LUCASVILLE — A Lucasville business group, organized and recently founded to promote economic growth in their town, announced preliminary plans for one project scheduled to start later this year.
Growing Lucasville Opportunities Board member Adam Riehl discussed those plans for a community park, one including a playground, amphitheater, and corn hole area during a Valley Township Trustees meeting earlier this week.
“I know the folks we’ve talked to are excited about this project,” he said during the Monday meeting, where GLO has an active Facebook page promoting its works.
In this area, projected to be about 12-13 acres where the park would use roughly two-5 acres of it, Riehl came with designs of what the park could like when finished.
Projected to take a few years and multiple phases, discussions centered Feb. 8 regarding its first phase where two trails, one paved and one more technical, will be built.
The nature trail will be roughly a half-mile long, Riehl saying it would not be intended for everyone and require some level of maneuverability.
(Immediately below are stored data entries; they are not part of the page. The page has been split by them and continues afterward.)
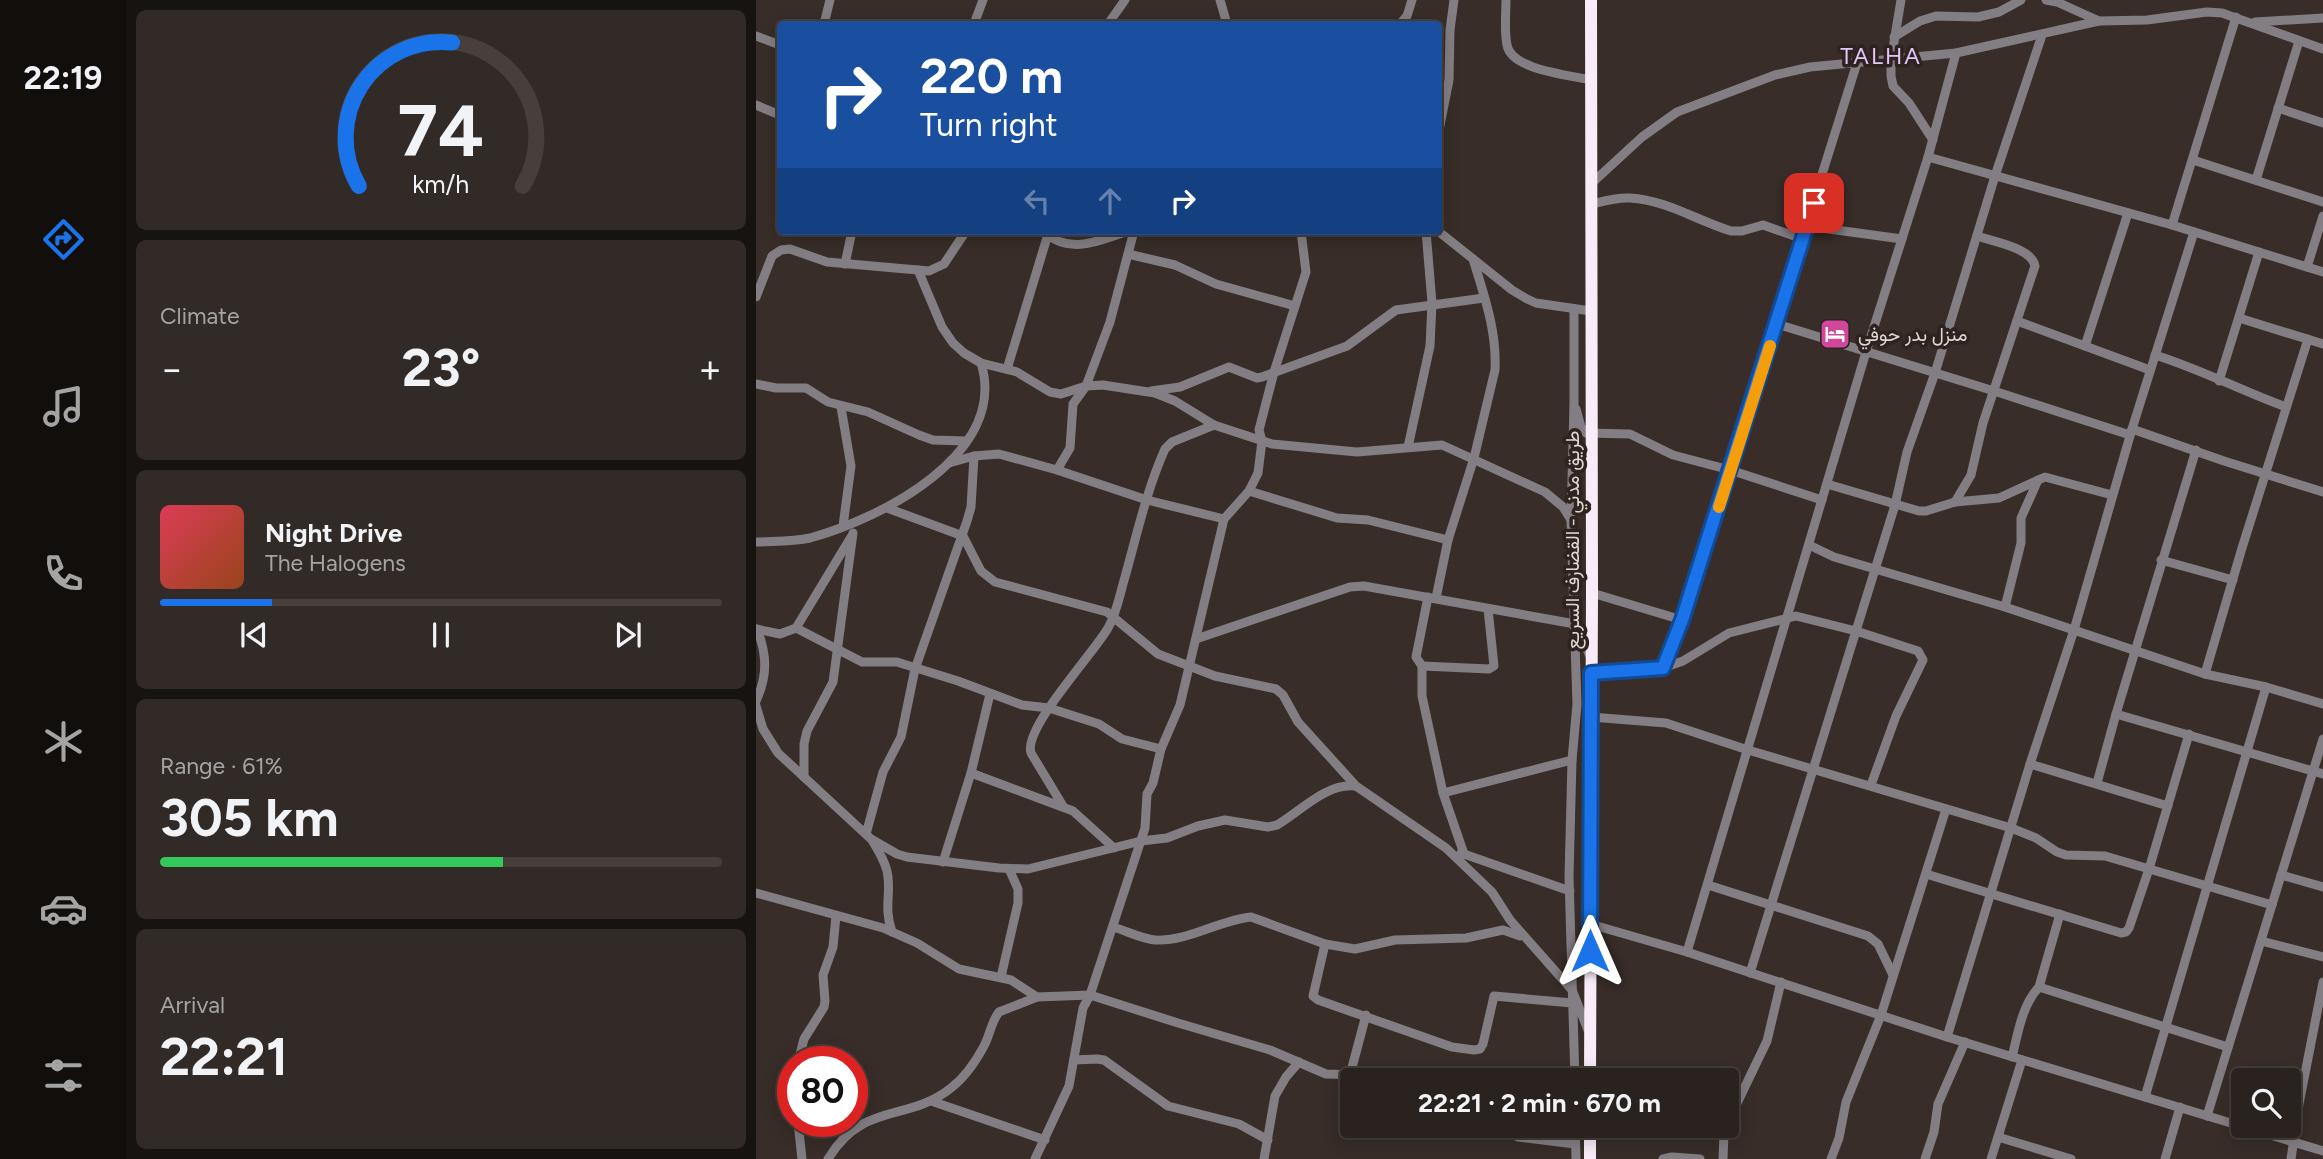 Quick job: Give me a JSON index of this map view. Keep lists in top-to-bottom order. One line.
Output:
{"streets":{"highway":["طريق مدني - القضارف السريع"]},"districts":["TALHA"],"places":{"hotel":["منزل بدر حوفي"]},"page":{"tabs":"22:19","turn":["220 m","Turn right"],"tile":["Climate",["Range · 61%","305 km"],["Arrival","22:21"]],"heat":["−","23°","+"],"song":["Night Drive","The Halogens"],"limit":"80","trip":"22:21 · 2 min · 670 m","gauge":["74","km/h"]}} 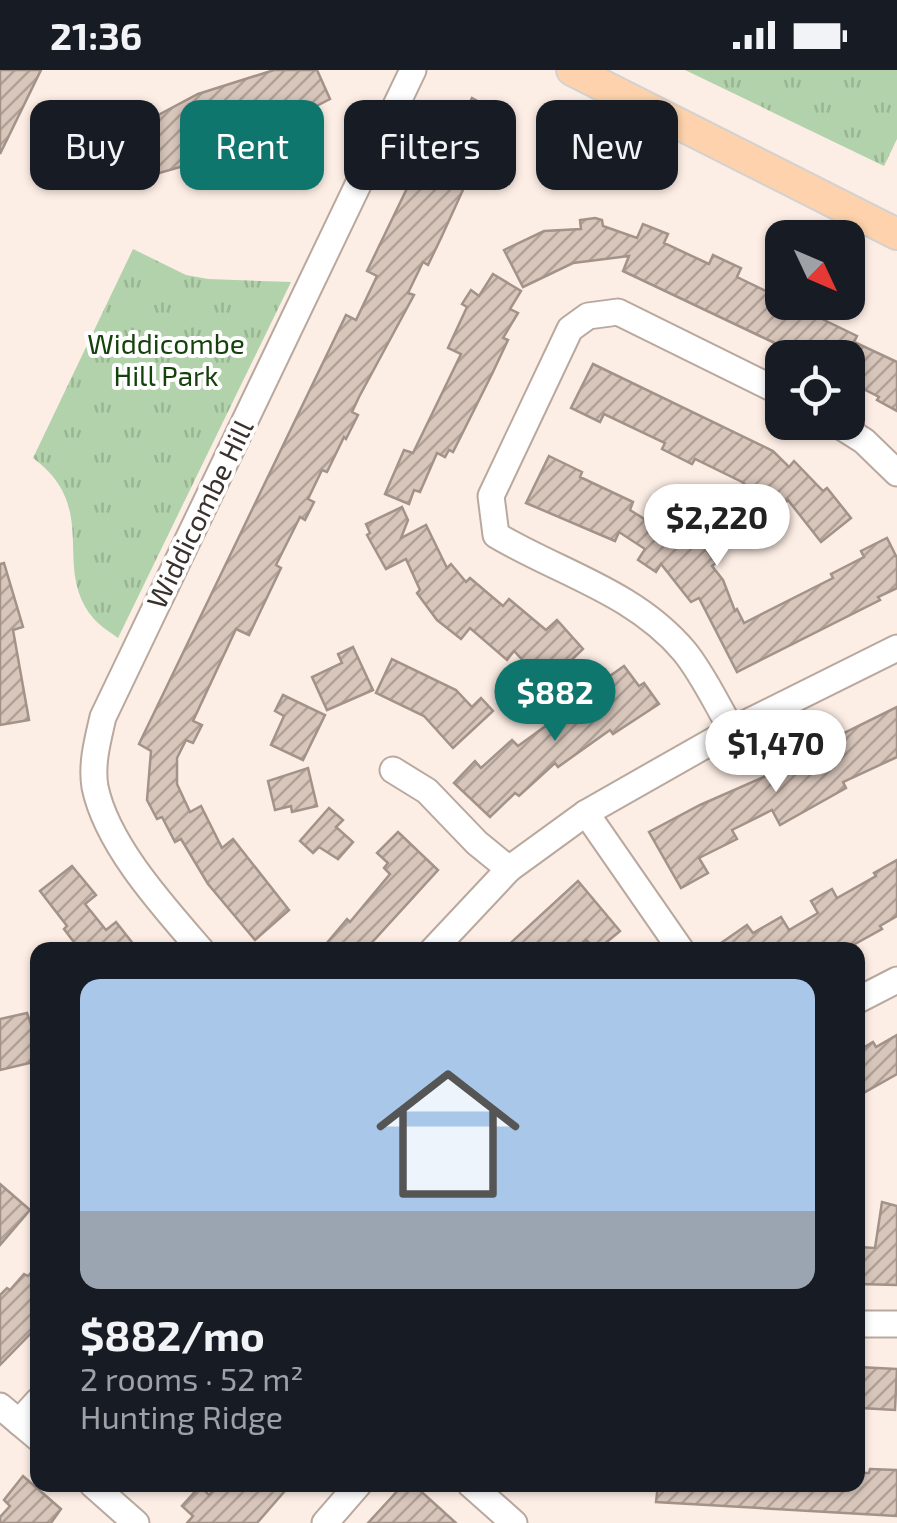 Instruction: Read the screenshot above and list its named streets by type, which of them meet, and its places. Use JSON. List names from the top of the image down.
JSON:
{
  "streets": {
    "street": ["Widdicombe Hill"]
  },
  "parks": ["Widdicombe Hill Park"],
  "north": "bottom right",
  "page": {
    "status": "21:36",
    "chip": [
      "Buy",
      "Rent",
      "Filters",
      "New"
    ],
    "price": ["$2,220", "$882", "$1,470"],
    "list": [
      {
        "name": "$882/mo",
        "note": "2 rooms · 52 m² · Hunting Ridge"
      }
    ]
  }
}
The paved, quarter-mile walking trail would also be part of this phase, where GLO requested for its engineer design to be approved.
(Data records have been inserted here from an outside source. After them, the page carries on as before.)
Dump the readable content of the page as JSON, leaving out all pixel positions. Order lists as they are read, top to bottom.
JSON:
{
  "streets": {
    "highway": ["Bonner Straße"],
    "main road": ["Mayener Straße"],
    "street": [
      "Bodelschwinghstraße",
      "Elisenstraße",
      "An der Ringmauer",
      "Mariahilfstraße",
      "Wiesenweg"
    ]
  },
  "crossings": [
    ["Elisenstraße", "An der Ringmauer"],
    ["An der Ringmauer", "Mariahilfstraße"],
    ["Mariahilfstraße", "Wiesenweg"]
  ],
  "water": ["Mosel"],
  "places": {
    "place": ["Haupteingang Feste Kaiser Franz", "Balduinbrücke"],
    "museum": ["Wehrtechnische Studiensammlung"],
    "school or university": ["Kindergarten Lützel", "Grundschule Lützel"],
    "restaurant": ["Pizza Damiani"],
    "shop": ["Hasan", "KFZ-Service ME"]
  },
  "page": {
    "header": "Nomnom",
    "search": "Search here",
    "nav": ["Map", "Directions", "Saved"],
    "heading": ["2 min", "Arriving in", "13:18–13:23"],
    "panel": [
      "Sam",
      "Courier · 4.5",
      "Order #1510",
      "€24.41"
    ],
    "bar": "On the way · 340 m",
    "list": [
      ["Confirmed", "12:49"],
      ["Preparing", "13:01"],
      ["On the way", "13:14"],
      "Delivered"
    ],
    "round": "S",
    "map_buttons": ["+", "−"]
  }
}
“Having that alignment defined as closely as we can would be helpful and really essential to perfecting the design,” said Riehl, also planning on using the earth-moving equipment to mark where the gazebo and amphitheater will be.
From what they heard so far, the trustees were mostly pleased with what they had heard so far although some concern still remains for the ATVs on the property.
“We’re really excited about the property and think there are a lot of possibilities for development,” said Trustee Dave See Monday.
Previously in a Nov. 14 session, the trustees agreed to set the location for the park. GLO presented it would bring use to a mostly vacant lot on Robert Lucas Road, which costs the township $6,000 per year.
In terms of its next phases, Riehl says it comes down to what the community wants and is willing to donate. Donations already came through a Thanksgiving Turkey Trot, but more is needed for the project. GLO vice president Matt Keeney told the Portsmouth Daily Times in December the project could have a price anywhere between $250,000 and $500,000.
That grant would come through the Ohio Department of Natural Resources, which Riehl says is a $150,000 allotment given to each of the state’s 88 counties that requires a 25% match and has an application deadline for June 1. If the project gets the full amount, the community would have to pay the $37,500 match.
However, also included in the match are the engineer services that are being donated, those services valued between $22,000 and $25,000.
“$15,000 would be remaining for the community to fundraise,” said Riehl, where other projects in the county could affect what the park receives.
GLO will try to coordinate with the Scioto County Commissioners on the matter to get a better sense of those other projects, the Earl Thomas Conley Park one mentioned during the meeting.
“It’s best if communities can work together and decide a project they want to put forward, so there isn’t that competition in the county that takes funding away,” said Riehl. “They’re all important… but there definitely could be competition.”